Foi assim que Leonel Brizola venceu Moreira Franco na primeira eleição direta para governador, após 18 anos de ditadura militar no Brasil. Assim desmoronou o esquema da fraude, inclusive com a Rede Globo acenando uma bandeira branca ao abrir espaço para uma entrevista do candidato pedetista. Brizola, porém, impôs condições: falaria ao vivo, sem direito a cortes ou edições. O que de fato aconteceu.

Esta foi a primeira experiência brasileira com a apuração eletrônica. Como as urnas ainda eram as tradicionais urnas de lona, a apuração de cada urna era manual. Por isso foi possível fazer uma transmissão e apuração paralelas dos votos. Esta verificação evidenciou a grande fraude.

O TRE disse que errou na publicação dos Boletins de Urna! Disse também que iria refazer o software! Não errou, a fraude foi descoberta e comprovada. A propaganda oficial da época dizia que a falcatrua teria sido feita pelas juntas apuradoras das eleições e divulgaram várias estórias para convencer o povo. Isto é desatino, absurdo! Fraudes das juntas apuradoras ou mesmo dos eleitores não explicariam a diferença entre os resultados das totalizações paralelas e a apuração informatizada do TRE.

No entanto, o embuste não terminou! Ao contrário, nas eleições seguintes ele se expandiu e tornou-se mais hermético. 

Em 1986, a Justiça Eleitoral promoveu o recadastramento geral do eleitorado brasileiro, como sempre, sem a devida fiscalização por parte do eleitorado. Além disso, iniciou o processo de informatização da totalização dos resultados eleitorais em todo o país.

O voto do eleitor foi extinto, a urna foi substituída por computadores, os quais passaram a imprimir os resultados de cada “urna eletrônica”, os quais são enviados para o TSE para a totalização geral. 

Hoje, o registro do voto não pode ser conferido nem mesmo pelo próprio eleitor, o autor do voto, porque o voto real não existe mais.
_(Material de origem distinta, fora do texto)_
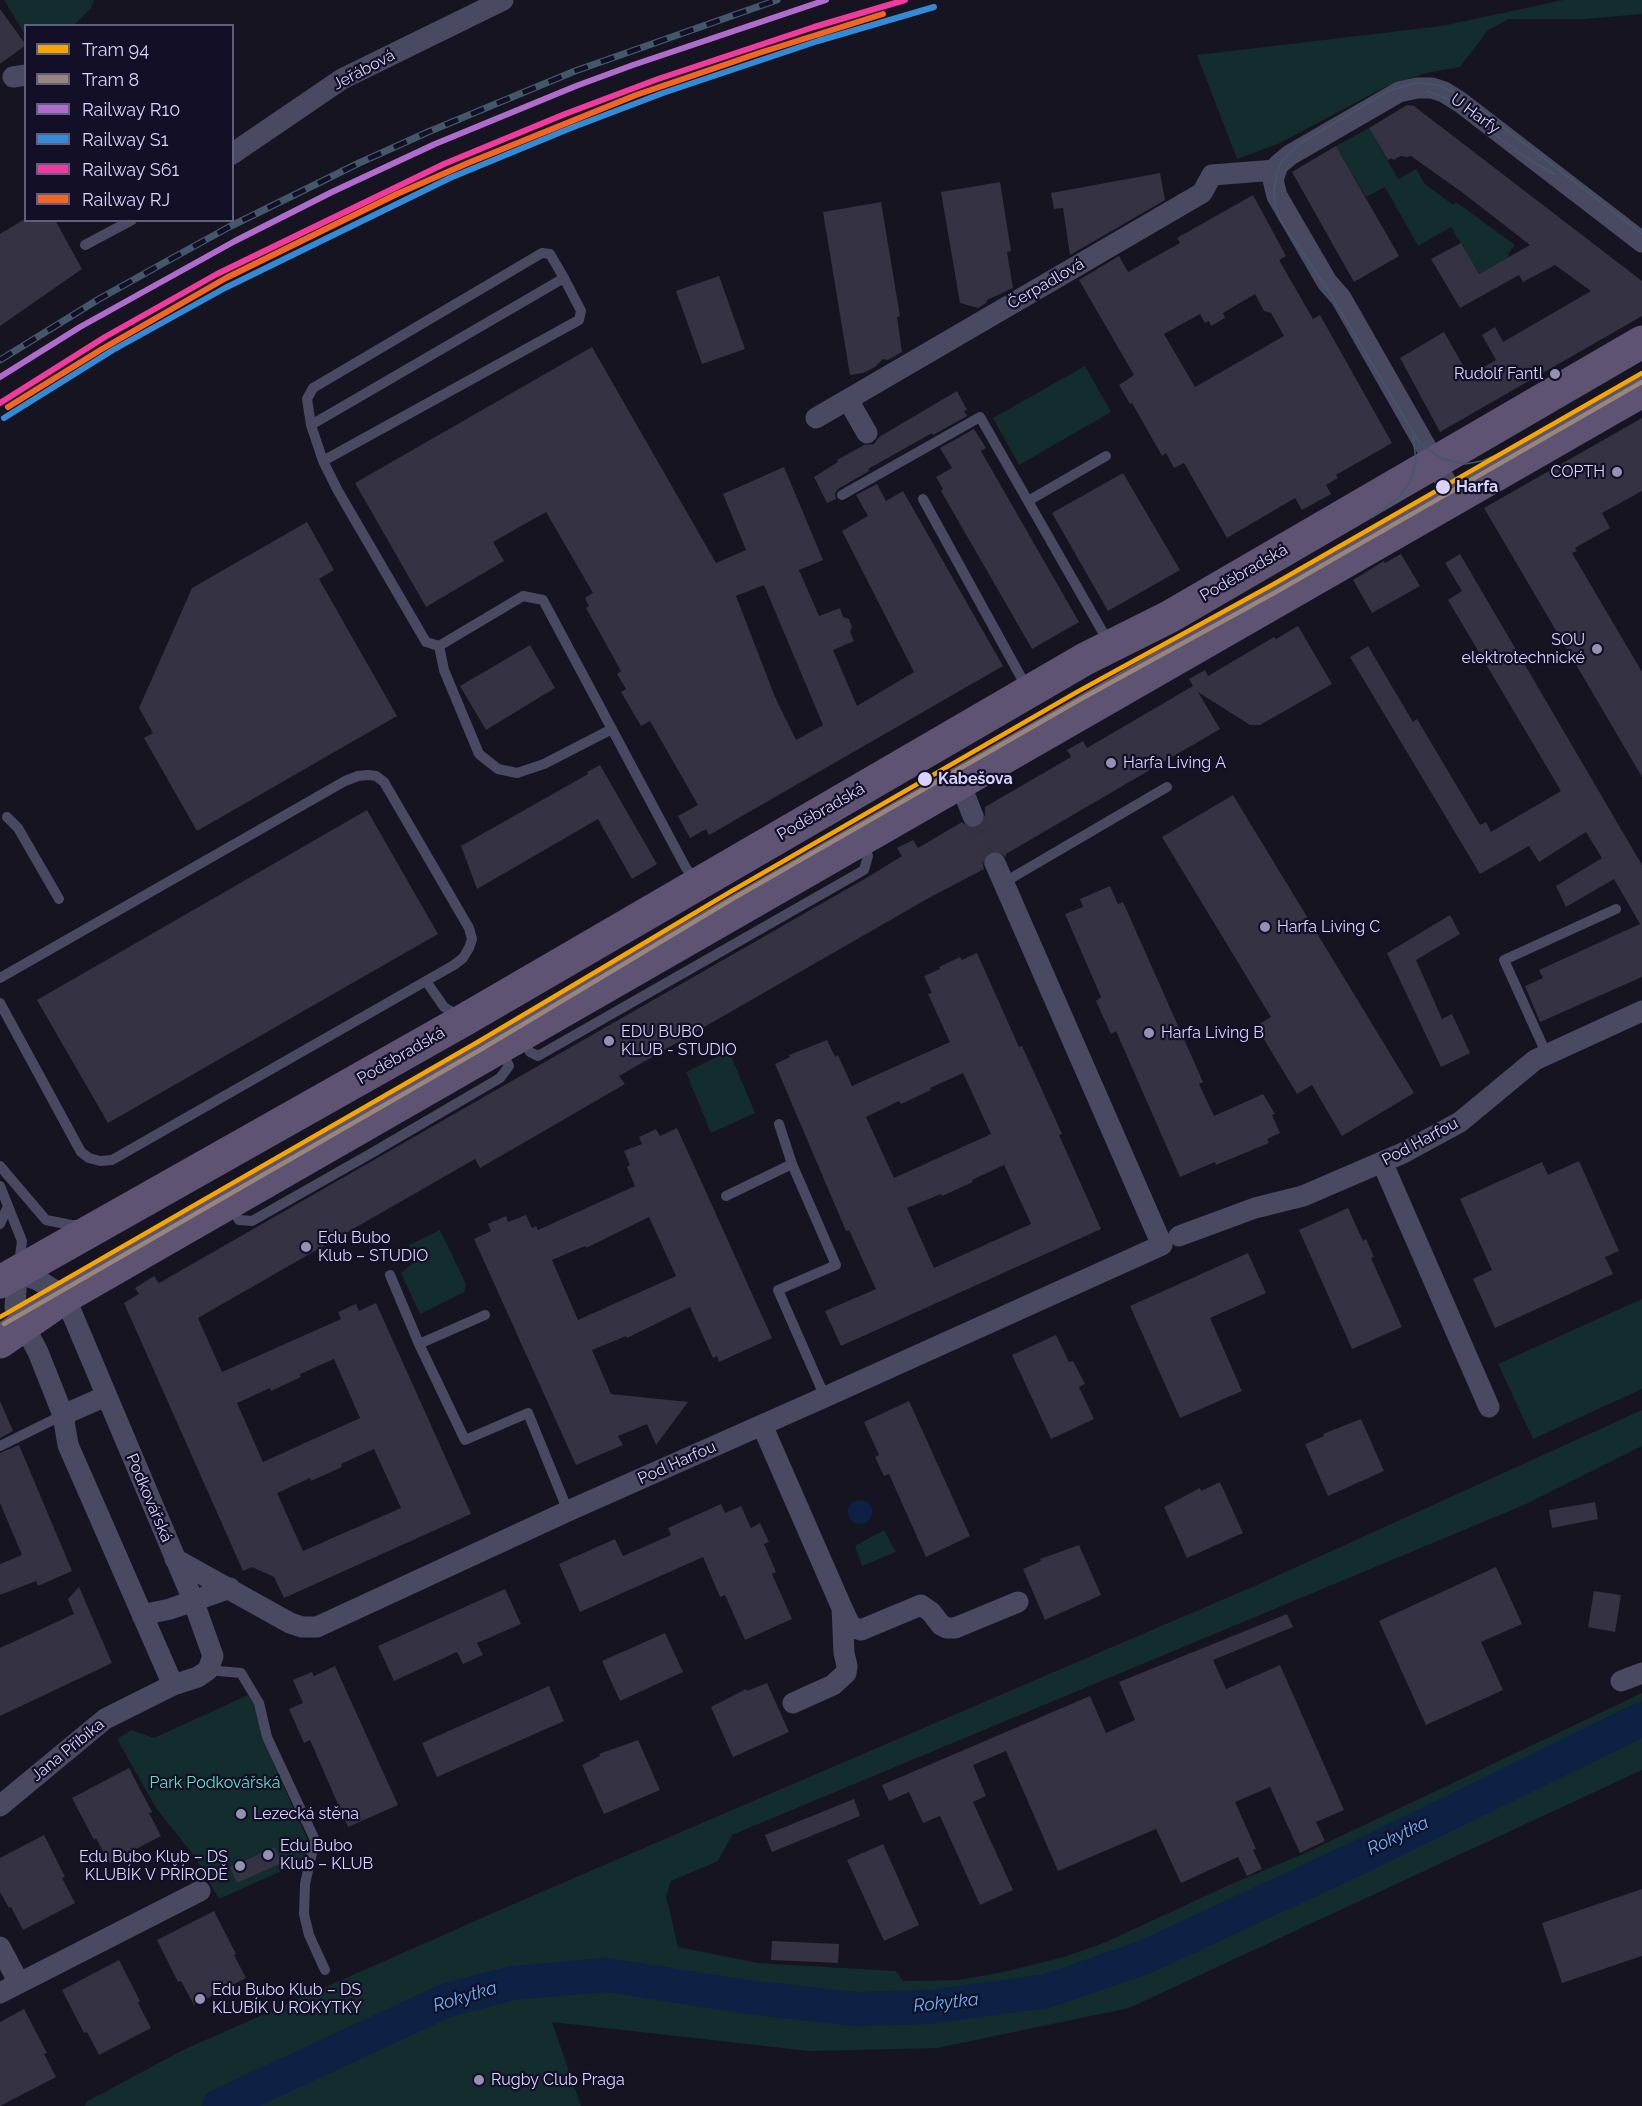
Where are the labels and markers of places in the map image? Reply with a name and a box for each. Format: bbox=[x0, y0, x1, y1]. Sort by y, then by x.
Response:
place label: Rudolf Fantl bbox=[1454, 364, 1543, 384]
marker: Rudolf Fantl bbox=[1548, 367, 1562, 381]
place label: COPTH bbox=[1551, 462, 1605, 482]
marker: COPTH bbox=[1610, 465, 1624, 479]
place label: Harfa bbox=[1456, 477, 1498, 497]
marker: Harfa bbox=[1434, 478, 1452, 496]
place label: SOU elektrotechnické bbox=[1462, 630, 1585, 668]
marker: SOU elektrotechnické bbox=[1590, 642, 1604, 656]
place label: Harfa Living A bbox=[1123, 753, 1226, 773]
marker: Harfa Living A bbox=[1104, 756, 1118, 770]
place label: Kabešova bbox=[938, 769, 1013, 789]
marker: Kabešova bbox=[916, 770, 934, 788]
place label: Harfa Living C bbox=[1277, 917, 1380, 937]
marker: Harfa Living C bbox=[1258, 920, 1272, 934]
place label: EDU BUBO KLUB - STUDIO bbox=[621, 1022, 737, 1060]
place label: Harfa Living B bbox=[1161, 1023, 1264, 1043]
marker: Harfa Living B bbox=[1142, 1026, 1156, 1040]
marker: EDU BUBO KLUB - STUDIO bbox=[602, 1034, 616, 1048]
place label: Edu Bubo Klub – STUDIO bbox=[318, 1228, 428, 1266]
marker: Edu Bubo Klub – STUDIO bbox=[299, 1240, 313, 1254]
place label: Lezecká stěna bbox=[253, 1804, 359, 1824]
marker: Lezecká stěna bbox=[234, 1807, 248, 1821]
place label: Edu Bubo Klub – KLUB bbox=[280, 1836, 373, 1874]
place label: Edu Bubo Klub – DS KLUBÍK V PŘÍRODĚ bbox=[79, 1847, 228, 1885]
marker: Edu Bubo Klub – KLUB bbox=[261, 1848, 275, 1862]
marker: Edu Bubo Klub – DS KLUBÍK V PŘÍRODĚ bbox=[233, 1859, 247, 1873]
place label: Edu Bubo Klub – DS KLUBÍK U ROKYTKY bbox=[212, 1980, 362, 2018]
marker: Edu Bubo Klub – DS KLUBÍK U ROKYTKY bbox=[193, 1992, 207, 2006]
place label: Rugby Club Praga bbox=[491, 2070, 625, 2090]
marker: Rugby Club Praga bbox=[472, 2073, 486, 2087]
Agora o voto é imaginário, virtual. A contagem é feita por software e não é possível fiscalizá-la, como também não é possível fiscalizar a totalização geral. Quem, de fato, conta os votos remotamente é quem fez o software! Este ou estes são conhecidos? 

Atualmente o processo está completamente automatizado. Não existe mais a possibilidade de se fazer prova de fraude. Portanto, é preciso que o povo tenha fé no processo. É por isso que, no Brasil, se faz uma descomunal propaganda das urnas eletrônicas brasileiras.

A celeridade do processo de apuração dos votos no país tem sido o aspecto mais destacado pela mídia e pela Justiça Eleitoral. Contudo, os especialistas que se dedicam à análise da segurança do voto eletrônico e do processo de fiscalização de todas as etapas da votação, da apuração até a totalização dos votos, chamam a atenção para o fato de serem impossíveis tanto a fiscalização da contagem dos votos como a auditoria por parte dos partidos políticos, Ministério Público e organizações da sociedade civil, como a Ordem dos Advogados do Brasil, entidades mencionadas na Lei 9.504/97 como partícipes ativos da fiscalização das eleições.

De fato, cabe perguntar:

1) por que outros países, reconhecidamente mais capacitados técnica e financeiramente, ainda não implantaram o voto eletrônico de forma total e completa?";

2) "por que, além de propiciar uma apuração mais rápida, o TSE não implantou o mais importante: uma apuração eleitoral que pudesse ser conferida pela sociedade civil?

 

A resposta à primeira pergunta é óbvia:  simplesmente porque qualquer apuração eleitoral não deve ser secreta.

A confiabilidade do processo eleitoral é muito mais importante que a velocidade da apuração eleitoral.